[Stored data entries]
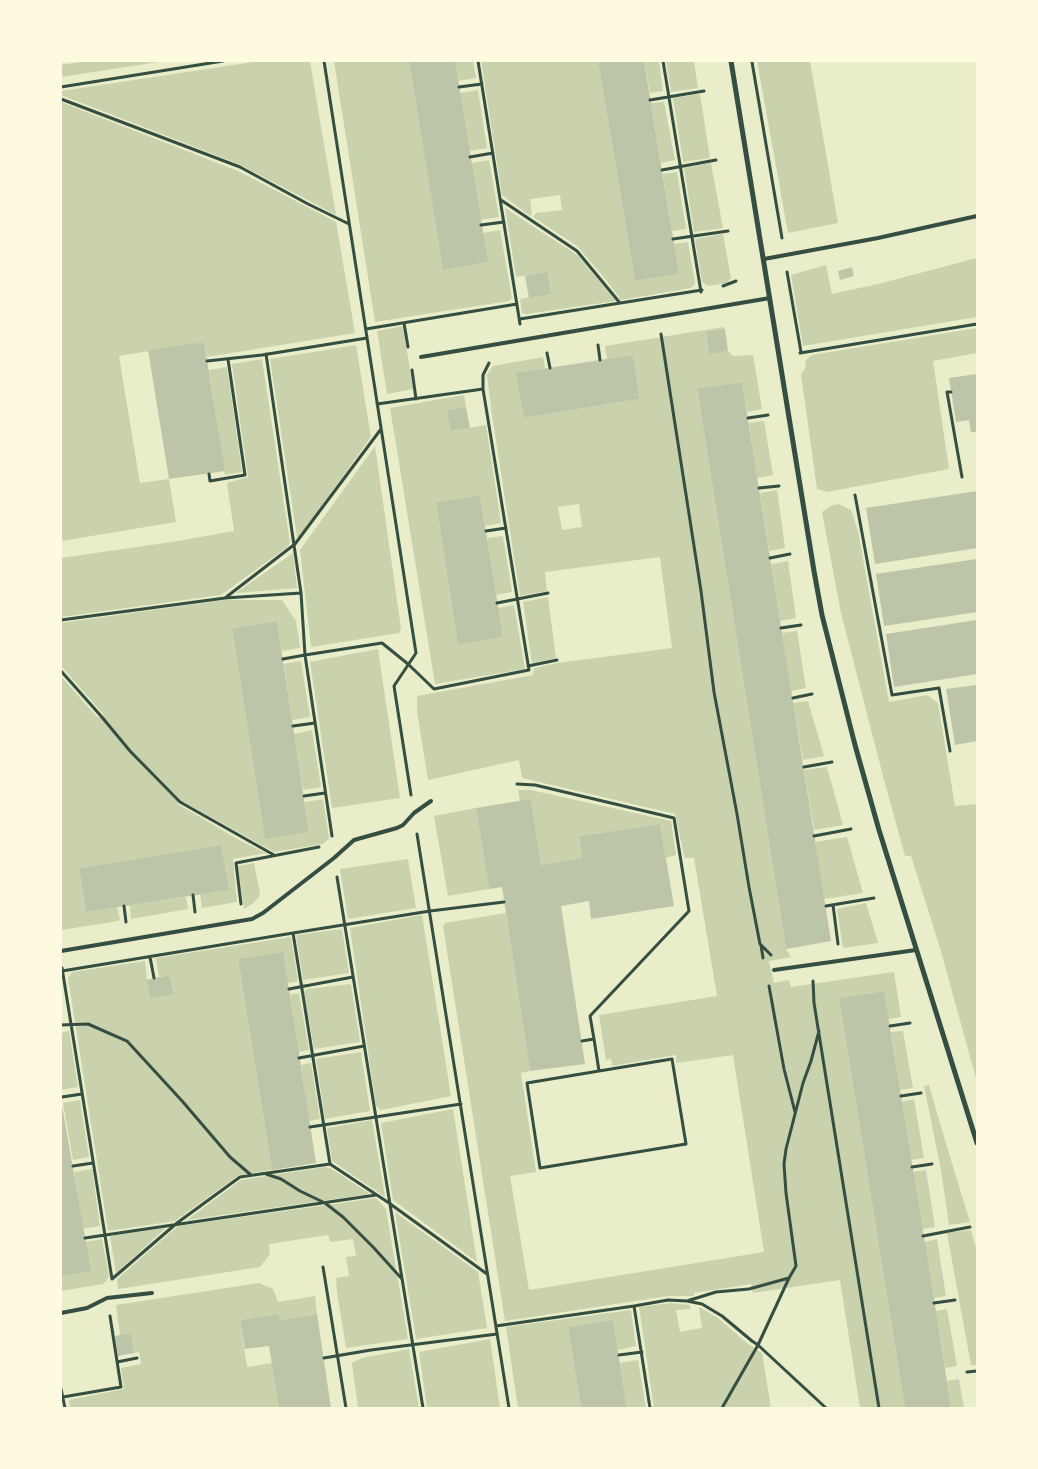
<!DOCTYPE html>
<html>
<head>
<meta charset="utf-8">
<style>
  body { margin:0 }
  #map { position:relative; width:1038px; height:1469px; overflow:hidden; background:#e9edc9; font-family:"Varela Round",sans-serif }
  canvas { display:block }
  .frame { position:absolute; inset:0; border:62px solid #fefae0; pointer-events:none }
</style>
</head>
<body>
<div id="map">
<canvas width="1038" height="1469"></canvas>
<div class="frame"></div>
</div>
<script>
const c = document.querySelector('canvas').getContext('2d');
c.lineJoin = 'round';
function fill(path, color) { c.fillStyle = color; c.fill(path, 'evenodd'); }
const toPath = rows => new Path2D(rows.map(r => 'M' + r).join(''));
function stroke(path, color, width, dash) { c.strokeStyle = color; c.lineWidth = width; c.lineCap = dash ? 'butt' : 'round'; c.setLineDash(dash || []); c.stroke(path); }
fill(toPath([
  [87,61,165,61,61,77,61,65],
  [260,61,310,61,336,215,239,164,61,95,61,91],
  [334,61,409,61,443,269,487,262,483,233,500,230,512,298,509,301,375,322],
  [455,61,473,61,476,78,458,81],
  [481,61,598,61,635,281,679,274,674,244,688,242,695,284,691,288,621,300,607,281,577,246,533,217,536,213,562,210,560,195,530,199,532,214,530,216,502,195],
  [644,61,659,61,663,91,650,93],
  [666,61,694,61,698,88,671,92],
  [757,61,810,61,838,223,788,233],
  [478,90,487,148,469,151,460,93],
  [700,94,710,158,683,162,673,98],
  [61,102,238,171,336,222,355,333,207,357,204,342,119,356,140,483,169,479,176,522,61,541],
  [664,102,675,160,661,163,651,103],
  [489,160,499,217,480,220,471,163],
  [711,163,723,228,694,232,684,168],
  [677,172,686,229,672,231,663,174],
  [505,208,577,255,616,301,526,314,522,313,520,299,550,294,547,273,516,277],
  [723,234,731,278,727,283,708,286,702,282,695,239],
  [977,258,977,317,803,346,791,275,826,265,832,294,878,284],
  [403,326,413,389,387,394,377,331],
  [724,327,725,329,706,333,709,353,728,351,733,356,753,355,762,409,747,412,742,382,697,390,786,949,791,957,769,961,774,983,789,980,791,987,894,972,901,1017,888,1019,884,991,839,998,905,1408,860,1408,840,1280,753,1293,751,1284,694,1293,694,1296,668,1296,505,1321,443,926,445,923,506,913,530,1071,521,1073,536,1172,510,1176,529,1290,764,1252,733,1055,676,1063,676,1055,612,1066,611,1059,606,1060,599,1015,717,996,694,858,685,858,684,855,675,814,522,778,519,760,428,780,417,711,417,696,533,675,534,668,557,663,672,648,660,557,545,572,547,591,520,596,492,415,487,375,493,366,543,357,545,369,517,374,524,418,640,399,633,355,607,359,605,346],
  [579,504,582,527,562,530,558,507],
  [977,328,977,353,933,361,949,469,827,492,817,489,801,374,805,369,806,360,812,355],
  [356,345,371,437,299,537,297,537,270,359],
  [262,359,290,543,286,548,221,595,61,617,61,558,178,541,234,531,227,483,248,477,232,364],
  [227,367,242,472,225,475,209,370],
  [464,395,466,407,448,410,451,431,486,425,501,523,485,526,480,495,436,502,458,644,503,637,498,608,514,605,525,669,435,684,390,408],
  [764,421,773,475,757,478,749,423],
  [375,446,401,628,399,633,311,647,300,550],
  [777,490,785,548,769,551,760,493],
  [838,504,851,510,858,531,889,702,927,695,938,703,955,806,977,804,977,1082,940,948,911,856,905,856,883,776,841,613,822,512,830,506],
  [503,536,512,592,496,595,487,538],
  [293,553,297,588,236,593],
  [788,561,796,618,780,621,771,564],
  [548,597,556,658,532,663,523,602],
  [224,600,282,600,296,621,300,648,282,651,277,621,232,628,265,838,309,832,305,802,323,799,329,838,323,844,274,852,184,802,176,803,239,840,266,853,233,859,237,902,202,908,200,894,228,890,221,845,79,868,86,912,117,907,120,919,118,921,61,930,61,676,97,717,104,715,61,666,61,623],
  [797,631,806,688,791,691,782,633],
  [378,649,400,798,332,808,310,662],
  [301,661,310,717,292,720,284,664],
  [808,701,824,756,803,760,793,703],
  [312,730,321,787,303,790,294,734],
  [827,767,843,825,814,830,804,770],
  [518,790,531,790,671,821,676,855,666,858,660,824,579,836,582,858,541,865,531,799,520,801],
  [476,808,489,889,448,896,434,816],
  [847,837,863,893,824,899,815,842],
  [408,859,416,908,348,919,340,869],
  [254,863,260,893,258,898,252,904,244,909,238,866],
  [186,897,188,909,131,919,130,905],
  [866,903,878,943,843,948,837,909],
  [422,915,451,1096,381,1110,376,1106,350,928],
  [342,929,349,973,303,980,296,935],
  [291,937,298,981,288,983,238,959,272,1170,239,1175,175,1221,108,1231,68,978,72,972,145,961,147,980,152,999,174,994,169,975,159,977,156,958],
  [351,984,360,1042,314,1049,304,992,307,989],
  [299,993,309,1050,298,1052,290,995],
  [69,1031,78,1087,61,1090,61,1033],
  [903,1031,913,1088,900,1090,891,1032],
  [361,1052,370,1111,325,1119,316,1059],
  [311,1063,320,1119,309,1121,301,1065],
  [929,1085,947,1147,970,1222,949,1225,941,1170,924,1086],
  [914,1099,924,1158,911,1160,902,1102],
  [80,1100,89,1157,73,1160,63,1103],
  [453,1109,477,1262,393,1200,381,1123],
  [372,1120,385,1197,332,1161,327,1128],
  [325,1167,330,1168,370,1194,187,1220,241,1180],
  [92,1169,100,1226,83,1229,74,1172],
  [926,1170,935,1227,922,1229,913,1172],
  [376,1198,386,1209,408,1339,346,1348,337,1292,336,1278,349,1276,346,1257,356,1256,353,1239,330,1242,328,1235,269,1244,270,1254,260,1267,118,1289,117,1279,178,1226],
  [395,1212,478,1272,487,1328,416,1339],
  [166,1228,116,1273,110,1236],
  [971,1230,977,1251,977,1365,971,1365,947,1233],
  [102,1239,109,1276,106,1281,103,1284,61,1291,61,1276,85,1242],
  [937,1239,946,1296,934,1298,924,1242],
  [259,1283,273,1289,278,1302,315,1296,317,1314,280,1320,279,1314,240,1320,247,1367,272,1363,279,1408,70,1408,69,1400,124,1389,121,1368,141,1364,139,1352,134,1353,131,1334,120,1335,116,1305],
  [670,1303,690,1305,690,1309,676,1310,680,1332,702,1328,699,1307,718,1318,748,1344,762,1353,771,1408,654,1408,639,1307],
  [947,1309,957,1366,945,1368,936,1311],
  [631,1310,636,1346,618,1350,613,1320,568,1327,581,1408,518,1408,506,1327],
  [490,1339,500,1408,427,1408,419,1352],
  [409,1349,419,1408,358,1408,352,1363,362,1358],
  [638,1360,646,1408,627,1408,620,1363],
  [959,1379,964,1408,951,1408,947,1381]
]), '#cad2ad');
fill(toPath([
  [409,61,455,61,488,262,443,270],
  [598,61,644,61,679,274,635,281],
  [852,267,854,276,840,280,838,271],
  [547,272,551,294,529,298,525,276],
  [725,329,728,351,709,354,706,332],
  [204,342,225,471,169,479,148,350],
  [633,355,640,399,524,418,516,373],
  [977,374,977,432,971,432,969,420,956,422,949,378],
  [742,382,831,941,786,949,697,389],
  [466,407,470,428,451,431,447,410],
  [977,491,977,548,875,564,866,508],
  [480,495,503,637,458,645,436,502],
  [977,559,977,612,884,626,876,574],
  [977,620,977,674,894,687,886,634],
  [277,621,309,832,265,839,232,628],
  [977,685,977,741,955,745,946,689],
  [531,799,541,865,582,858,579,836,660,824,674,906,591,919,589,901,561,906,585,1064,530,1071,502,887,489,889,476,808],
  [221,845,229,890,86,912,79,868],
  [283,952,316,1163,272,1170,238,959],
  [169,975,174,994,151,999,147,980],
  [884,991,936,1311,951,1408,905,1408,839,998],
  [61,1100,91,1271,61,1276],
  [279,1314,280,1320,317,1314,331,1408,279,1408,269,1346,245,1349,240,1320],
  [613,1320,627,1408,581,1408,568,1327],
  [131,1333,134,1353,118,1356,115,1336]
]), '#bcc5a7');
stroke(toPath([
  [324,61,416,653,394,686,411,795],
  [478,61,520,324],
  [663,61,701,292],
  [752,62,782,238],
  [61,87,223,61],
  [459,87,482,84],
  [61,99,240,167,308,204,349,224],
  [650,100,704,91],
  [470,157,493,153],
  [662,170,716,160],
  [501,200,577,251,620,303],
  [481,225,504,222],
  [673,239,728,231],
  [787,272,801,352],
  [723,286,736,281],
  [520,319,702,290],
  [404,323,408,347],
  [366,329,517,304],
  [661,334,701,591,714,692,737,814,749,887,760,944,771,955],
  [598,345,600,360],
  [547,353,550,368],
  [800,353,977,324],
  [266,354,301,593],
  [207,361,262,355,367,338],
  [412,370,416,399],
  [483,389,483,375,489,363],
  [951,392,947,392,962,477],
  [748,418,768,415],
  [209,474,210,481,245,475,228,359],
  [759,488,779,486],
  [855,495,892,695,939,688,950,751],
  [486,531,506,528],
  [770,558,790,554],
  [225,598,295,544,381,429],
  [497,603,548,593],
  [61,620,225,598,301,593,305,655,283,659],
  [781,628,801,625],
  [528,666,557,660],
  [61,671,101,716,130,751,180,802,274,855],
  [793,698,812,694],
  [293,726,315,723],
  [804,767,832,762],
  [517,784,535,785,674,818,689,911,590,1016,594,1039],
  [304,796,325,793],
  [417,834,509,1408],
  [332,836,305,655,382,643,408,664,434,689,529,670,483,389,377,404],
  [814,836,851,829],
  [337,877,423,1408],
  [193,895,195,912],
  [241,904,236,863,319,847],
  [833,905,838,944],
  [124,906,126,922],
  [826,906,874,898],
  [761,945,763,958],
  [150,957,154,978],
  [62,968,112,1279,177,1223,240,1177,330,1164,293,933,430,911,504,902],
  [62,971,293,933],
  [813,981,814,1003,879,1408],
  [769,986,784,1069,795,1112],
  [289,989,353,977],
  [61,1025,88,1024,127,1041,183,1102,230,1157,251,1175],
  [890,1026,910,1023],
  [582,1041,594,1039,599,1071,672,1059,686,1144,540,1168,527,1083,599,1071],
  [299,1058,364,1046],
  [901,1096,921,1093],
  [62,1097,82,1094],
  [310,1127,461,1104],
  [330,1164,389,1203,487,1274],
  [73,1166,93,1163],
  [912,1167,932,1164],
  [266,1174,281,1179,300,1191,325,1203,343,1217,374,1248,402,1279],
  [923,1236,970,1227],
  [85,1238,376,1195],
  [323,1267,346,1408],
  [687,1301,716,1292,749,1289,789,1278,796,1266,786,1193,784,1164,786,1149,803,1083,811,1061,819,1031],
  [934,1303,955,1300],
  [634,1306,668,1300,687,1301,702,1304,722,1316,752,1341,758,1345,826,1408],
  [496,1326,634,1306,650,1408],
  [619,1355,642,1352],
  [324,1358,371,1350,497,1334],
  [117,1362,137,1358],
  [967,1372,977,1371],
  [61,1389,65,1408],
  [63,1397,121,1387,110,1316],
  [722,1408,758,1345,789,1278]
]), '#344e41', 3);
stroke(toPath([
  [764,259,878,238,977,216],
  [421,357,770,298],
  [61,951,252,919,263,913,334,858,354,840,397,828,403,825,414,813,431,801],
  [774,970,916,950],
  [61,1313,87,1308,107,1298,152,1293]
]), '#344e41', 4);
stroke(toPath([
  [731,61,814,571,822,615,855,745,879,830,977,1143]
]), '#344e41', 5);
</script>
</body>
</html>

• [Problem] Go through the data, and copy each line in which the word "const" appears.

• [Output below]
const c = document.querySelector('canvas').getContext('2d');
const toPath = rows => new Path2D(rows.map(r => 'M' + r).join(''));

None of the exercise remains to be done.